Check every line of the records below for the string "worn", then report only how many lines have it.

┄┄┄┄┄┄┄┄┄┄

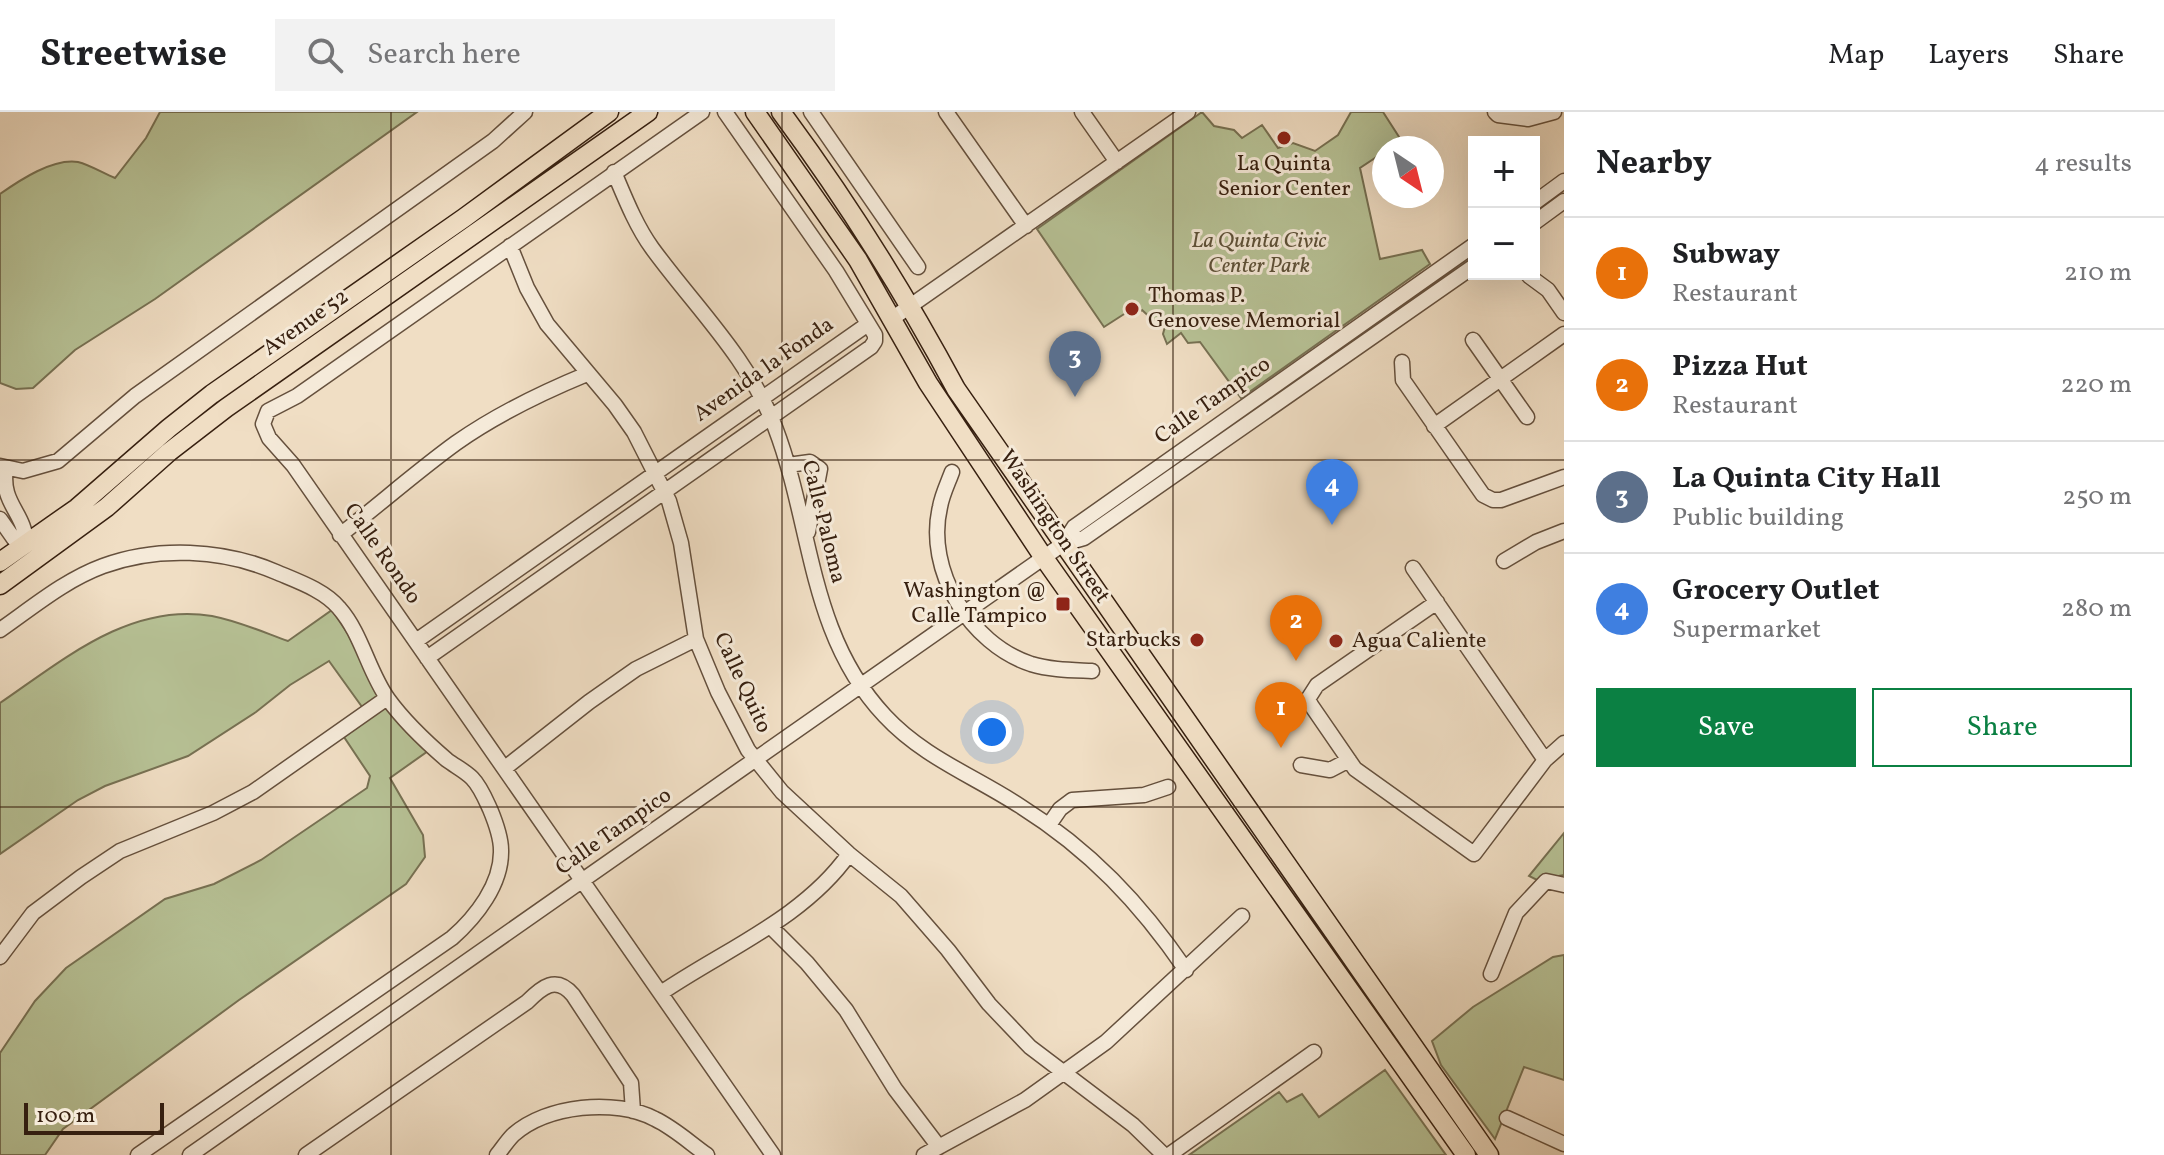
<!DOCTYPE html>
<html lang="en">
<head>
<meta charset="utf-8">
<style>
	:root { --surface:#fff; --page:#f2f2f2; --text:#202124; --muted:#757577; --line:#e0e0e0; --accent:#0b8043 }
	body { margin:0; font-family:Vollkorn,serif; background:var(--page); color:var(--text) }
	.controls { position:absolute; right:24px; top:24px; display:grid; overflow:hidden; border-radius:0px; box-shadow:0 8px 32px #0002 }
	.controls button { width:72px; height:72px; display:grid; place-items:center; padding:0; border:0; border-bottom:2px solid var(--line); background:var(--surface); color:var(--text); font:40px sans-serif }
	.compass { position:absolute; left:1372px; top:24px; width:72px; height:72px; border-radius:50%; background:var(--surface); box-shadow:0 8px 32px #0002; rotate:145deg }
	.scale { position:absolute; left:24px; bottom:20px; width:140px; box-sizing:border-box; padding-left:8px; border:4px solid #372010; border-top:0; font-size:22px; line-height:28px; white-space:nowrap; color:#372010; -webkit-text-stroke:6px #f5ead9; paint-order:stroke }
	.you { position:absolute; left:992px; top:620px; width:28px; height:28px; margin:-20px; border:6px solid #fff; border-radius:50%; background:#1a73e8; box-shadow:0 0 0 12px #1a73e833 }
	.badge { display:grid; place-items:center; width:52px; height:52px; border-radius:50%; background:var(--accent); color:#fff; font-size:26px; font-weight:700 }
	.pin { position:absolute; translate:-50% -66px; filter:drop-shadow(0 2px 4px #0008) }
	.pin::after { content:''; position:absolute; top:42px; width:28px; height:24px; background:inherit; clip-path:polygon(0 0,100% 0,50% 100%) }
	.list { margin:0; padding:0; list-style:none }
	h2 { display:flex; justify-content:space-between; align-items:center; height:104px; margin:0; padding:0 32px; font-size:34px }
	h2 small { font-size:26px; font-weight:400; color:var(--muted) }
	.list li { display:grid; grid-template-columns:52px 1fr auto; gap:24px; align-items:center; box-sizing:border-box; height:112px; padding:0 32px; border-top:2px solid var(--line) }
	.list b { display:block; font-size:30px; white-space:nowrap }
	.list p { margin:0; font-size:26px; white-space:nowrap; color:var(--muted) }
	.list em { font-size:26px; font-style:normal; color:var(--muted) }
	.actions { display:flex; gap:16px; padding:24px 32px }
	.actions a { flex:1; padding:18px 0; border:2px solid var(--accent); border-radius:0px; text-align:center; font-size:28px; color:var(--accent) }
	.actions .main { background:var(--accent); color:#fff }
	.icon { flex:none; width:44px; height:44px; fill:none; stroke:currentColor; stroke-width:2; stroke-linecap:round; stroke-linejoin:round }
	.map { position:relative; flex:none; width:1564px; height:1043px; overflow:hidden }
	header { display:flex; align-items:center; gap:48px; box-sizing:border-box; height:112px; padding:0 40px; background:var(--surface); border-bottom:2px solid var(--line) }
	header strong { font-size:38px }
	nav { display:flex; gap:44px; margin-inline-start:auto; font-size:28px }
	.search { width:560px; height:72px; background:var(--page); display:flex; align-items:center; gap:20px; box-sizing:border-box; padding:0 28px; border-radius:0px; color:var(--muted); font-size:30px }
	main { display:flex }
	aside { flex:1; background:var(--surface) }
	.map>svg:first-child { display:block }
	.green { fill:#b7c296; stroke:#777153; stroke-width:2 }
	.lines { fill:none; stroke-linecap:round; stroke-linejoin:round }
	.minor-casing { stroke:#65503d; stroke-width:17 }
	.major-casing { stroke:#372010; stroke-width:21 }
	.minor { stroke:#f5ead9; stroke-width:14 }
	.major { stroke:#f0dec4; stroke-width:18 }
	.grid { fill:none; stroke:#372010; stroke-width:2; stroke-opacity:0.55 }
	.poi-dot { fill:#8f2418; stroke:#f5ead9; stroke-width:3 }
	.labels { text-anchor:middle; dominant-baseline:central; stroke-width:6; stroke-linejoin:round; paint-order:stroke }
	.poi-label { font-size:22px; fill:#372010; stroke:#f5ead9; text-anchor:start }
	.park-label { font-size:22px; font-style:italic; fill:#5d5138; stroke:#f5ead9 }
	.street-label { font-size:22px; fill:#372010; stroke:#f5ead9 }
</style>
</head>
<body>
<header>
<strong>Streetwise</strong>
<div class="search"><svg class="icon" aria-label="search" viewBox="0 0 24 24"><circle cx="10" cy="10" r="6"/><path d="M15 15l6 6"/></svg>Search here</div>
<nav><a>Map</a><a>Layers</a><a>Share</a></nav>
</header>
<main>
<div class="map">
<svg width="1564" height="1043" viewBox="0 0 1564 1043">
	<rect width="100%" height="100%" fill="#f0dec4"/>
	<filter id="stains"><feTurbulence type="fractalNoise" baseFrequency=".0025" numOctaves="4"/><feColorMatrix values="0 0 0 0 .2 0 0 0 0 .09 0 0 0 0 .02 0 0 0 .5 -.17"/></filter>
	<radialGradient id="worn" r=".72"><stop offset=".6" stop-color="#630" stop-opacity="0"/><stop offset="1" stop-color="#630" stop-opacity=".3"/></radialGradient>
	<path class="green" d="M 160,0 L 417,0 L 155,187 L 75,238 L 33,276 L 16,277 L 0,271 L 0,82 C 20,68 53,46 78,50 C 90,53 103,61 115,66 L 146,26 Z
		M 1202,0 L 1214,14 L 1234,18 L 1242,26 L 1262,13 L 1278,36 L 1293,31 L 1315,39 L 1338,23 L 1351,0 L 1383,0 L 1401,28 L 1389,36 L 1384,36 L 1384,40 L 1360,56 L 1380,147 L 1422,138 L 1430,152 L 1241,286 L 1200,230 L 1188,231 L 1181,221 L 1167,232 L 1163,222 L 1166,211 L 1154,209 L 1142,198 L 1136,201 L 1132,197 L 1104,215 L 1037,117 Z
		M 332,498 L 348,522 L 375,576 L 428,639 L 390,666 L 423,723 L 425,745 L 406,772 L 239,888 L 63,1017 L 45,1043 L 0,1043 L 0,941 L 35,889 L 66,856 L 165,787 L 214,772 L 261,748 L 367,676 L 370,664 L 344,625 L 370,606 L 329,549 L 290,573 L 256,600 L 188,644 L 105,674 L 78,688 L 0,742 L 0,591 C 63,548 130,490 212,504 C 238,509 263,520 288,529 Z
		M 1564,721 L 1564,763 L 1537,768 L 1529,764 Z
		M 1564,843 L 1564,968 L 1524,955 L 1495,1027 L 1441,953 L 1432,929 L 1473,895 L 1553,845 Z
		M 1385,958 L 1446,1043 L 1189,1043 L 1279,980 L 1287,990 L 1302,982 L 1319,1005 Z"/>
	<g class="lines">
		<g class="minor-casing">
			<path id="minor" d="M 702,0 L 297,284 L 268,299 L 263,312 L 269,326 L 293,353 L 773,1043
				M 811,0 L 918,155
				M 946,0 L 1026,114
				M 1082,0 L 1117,50
				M 1495,0 L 1498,3 L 1528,7 L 1554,0
				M 614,60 C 625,86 636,114 652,136 C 695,195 748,245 775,315 C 813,414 808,522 885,604 C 923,645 974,664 1020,694 C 1090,738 1140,791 1186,858
				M 1534,91 L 1564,69
				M 1534,111 L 1564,89
				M 510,134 L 527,176 L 547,212 L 615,293 L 634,320 L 669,389 L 681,431 L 696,527 L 718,580 L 748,638 L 782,680 L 849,742 L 901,784 L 948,838 L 989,892 L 1030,935 L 1133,1013 L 1164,1043
				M 1529,164 L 1548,178 L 1564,201
				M 893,206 L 1188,0
				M 1473,228 L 1527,305
				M 1402,250 L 1403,268 L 1483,383 L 1493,388 L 1501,388 L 1564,365
				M 1434,314 L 1564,222
				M 788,353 L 810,350 L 820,357 L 808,420
				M 0,354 L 23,359 L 58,349 L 135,284 L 493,29 L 525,0
				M 952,360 C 948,371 942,383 940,395 C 925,458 970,532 1031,552 C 1051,558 1071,558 1092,559
				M 0,407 L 14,427 L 26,433 C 26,400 0,393 6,356
				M 340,423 C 379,393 416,360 456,331 C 497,302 541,281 587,262
				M 1063,432 L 1074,415 L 1474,133
				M 1504,449 L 1536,430 L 1564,419
				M 1413,456 L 1545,648
				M 1437,490 L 1317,573 L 1308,587 L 1311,593 L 1355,657 L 1474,742 L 1545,648 L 1564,631
				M 0,518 C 33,495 65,468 103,454 C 157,434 223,437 276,460 C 297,469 324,478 339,496 C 362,522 368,559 388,587 C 404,609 426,630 447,648 C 455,654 465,659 472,666 C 480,674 485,686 490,697 C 495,709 501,724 501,738 C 502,772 476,805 452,826 L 138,1043
				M 416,529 L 868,212
				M 427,546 L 871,235 L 875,229 L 875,223 L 836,159 L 725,0
				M 1301,653 L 1330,658 L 1349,648
				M 505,656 L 589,590 L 636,557 L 696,527
				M 1049,713 L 1060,697 L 1072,688 L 1144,683 L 1168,675
				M 771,815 L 807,851 L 846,898 L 895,977 L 939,1035
				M 0,845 L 33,801 L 81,765 L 120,739 L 213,701 L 253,680 L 387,586
				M 1491,862 L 1516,801 L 1546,769 L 1564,773
				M 661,881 C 724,838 804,806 849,742
				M 1507,1006 L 1564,1032
				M 190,1043 L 1063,432 L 1084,426 L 1474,154
				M 306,1043 L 527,890 C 542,875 556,863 573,883 L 631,971 L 633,999
				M 497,1043 C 502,1037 507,1029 513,1023 C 547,993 615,986 655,1007 C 674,1016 690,1031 707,1043
				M 924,1043 L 1025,988 L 1106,930 L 1242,804
				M 1169,1043 L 1314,940"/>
		</g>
		<g class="major-casing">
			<path id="major" d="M 755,0 L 858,148 L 928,271 L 1044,446 L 1466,1043
				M 781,0 C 847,89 904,180 956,277 L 1489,1043
				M 0,450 L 77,396 L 169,316 L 212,282 L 464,106 L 609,0
				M 0,473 L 107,395 L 169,340 L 226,296 L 648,0"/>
		</g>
		<use href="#minor" class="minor"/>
		<use href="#major" class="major"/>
	</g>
	<path class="grid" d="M 391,0 L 391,1043M 782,0 L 782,1043M 1173,0 L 1173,1043M 0,348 L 1564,348M 0,695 L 1564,695"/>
	<g class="poi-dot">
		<circle cx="1284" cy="26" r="8"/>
		<circle cx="1132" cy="197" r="8"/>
		<rect x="1055" y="484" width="16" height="16" rx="4"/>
		<circle cx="1197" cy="528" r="8"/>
		<circle cx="1336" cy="529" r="8"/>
	</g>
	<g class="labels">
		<g class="poi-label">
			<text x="1284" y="52" text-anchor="middle">La Quinta<tspan x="1284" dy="25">Senior Center</tspan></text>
			<text x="1148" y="184">Thomas P.<tspan x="1148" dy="25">Genovese Memorial</tspan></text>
			<text x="1047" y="479" text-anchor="end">Washington @<tspan x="1047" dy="25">Calle Tampico</tspan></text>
			<text x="1181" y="528" text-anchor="end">Starbucks</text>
			<text x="1352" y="529">Agua Caliente</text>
		</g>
		<g class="park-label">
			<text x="1259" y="129">La Quinta Civic<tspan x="1259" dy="25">Center Park</tspan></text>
		</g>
		<g class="street-label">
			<text transform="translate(306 211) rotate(-35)">Avenue 52</text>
			<text transform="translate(764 258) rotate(-35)">Avenida la Fonda</text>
			<text transform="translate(1213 289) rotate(-35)">Calle Tampico</text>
			<text transform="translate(823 410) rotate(76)">Calle Paloma</text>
			<text transform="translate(1054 415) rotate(56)">Washington Street</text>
			<text transform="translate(382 442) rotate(55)">Calle Rondo</text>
			<text transform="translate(742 571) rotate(65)">Calle Quito</text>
			<text transform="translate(614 720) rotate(-35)">Calle Tampico</text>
		</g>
	</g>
	<rect width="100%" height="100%" filter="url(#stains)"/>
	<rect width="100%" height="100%" fill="url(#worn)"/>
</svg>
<div class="controls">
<button>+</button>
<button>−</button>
</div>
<svg class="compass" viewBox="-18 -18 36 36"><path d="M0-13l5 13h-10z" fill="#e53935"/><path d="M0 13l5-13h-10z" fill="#757577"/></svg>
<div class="scale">100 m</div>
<div class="you"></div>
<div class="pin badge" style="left:1281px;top:636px;background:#e8710a">1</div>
<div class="pin badge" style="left:1296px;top:549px;background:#e8710a">2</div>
<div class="pin badge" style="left:1075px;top:285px;background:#5c6f8a">3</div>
<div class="pin badge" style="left:1332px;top:413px;background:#3f7fe0">4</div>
</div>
<aside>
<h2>Nearby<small>4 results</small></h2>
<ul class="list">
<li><span class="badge" style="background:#e8710a">1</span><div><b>Subway</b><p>Restaurant</p></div><em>210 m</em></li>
<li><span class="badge" style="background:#e8710a">2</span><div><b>Pizza Hut</b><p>Restaurant</p></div><em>220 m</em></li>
<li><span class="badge" style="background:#5c6f8a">3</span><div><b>La Quinta City Hall</b><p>Public building</p></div><em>250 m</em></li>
<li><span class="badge" style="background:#3f7fe0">4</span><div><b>Grocery Outlet</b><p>Supermarket</p></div><em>280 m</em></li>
</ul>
<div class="actions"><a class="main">Save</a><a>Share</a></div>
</aside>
</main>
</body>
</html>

┄┄┄┄┄┄┄┄┄┄

■ **TASK RESULT**: 2